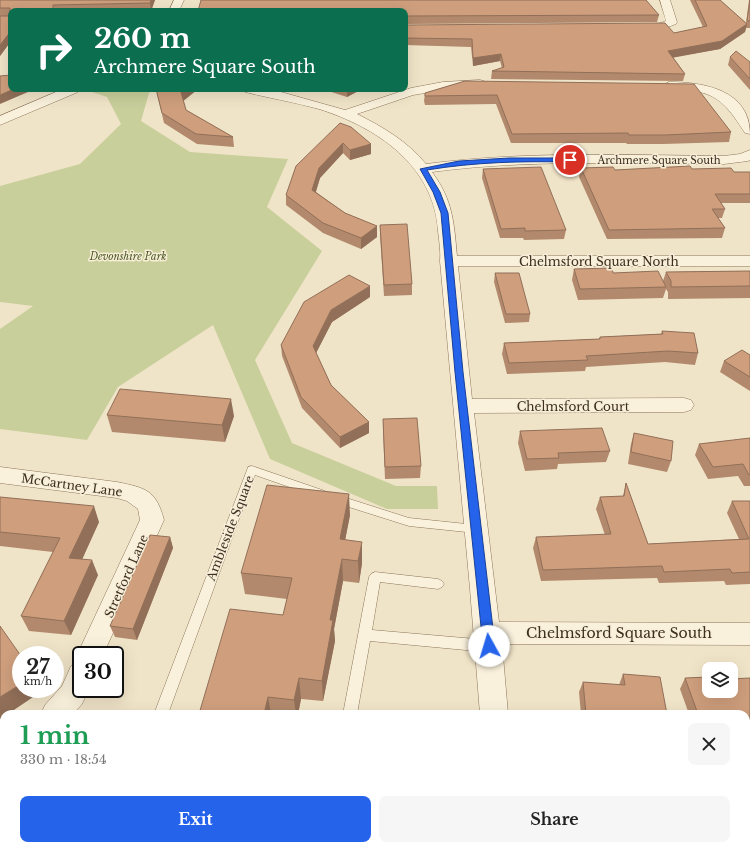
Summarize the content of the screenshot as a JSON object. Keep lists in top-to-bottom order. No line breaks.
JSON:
{"streets":{"street":["Archmere Square South","Chelmsford Square North","Chelmsford Court","McCartney Lane","Stretford Lane","Chelmsford Square South"],"lane":["Ambleside Square"]},"crossings":[["McCartney Lane","Stretford Lane"]],"parks":["Devonshire Park"],"page":{"turn":["260 m","Archmere Square South"],"speed":"27 km/h","limit":"30","heading":["1 min","330 m · 18:54"],"buttons":["Exit","Share"]}}
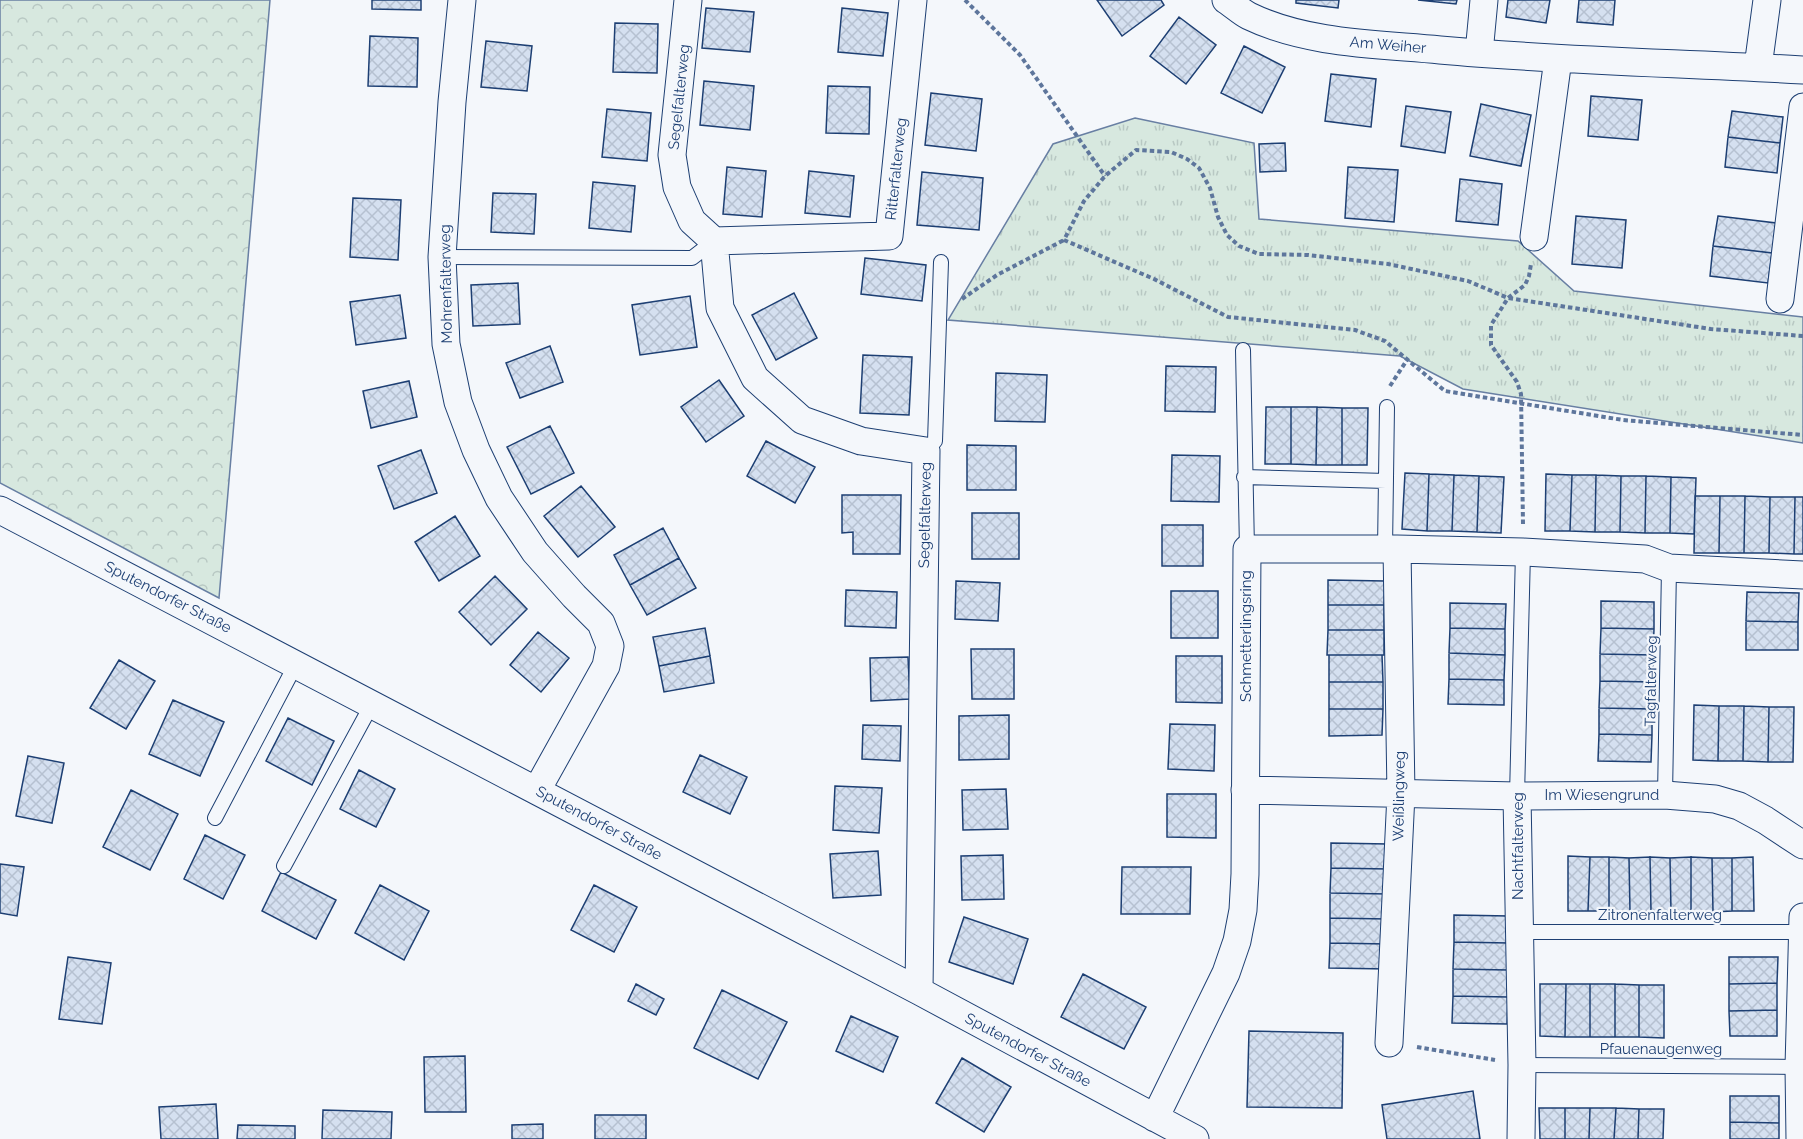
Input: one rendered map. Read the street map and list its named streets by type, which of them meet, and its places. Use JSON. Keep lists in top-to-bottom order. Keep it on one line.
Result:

:: TASK ITEM ::
All entries above must be repeated exactly; pictures are to be left out.

:: TASK RESULT ::
Summarize the content of the screenshot as a JSON object. Keep lists in top-to-bottom order. No line breaks.
JSON:
{"streets":{"street":["Archmere Square South","Chelmsford Square North","Chelmsford Court","McCartney Lane","Stretford Lane","Chelmsford Square South"],"lane":["Ambleside Square"]},"crossings":[["McCartney Lane","Stretford Lane"]],"parks":["Devonshire Park"],"page":{"turn":["260 m","Archmere Square South"],"speed":"27 km/h","limit":"30","heading":["1 min","330 m · 18:54"],"buttons":["Exit","Share"]}}
Input: one rendered map. Read the street map and list its named streets by type, which of them meet, and its places. Use JSON. Keep lists in top-to-bottom order. Keep it on one line.
Result:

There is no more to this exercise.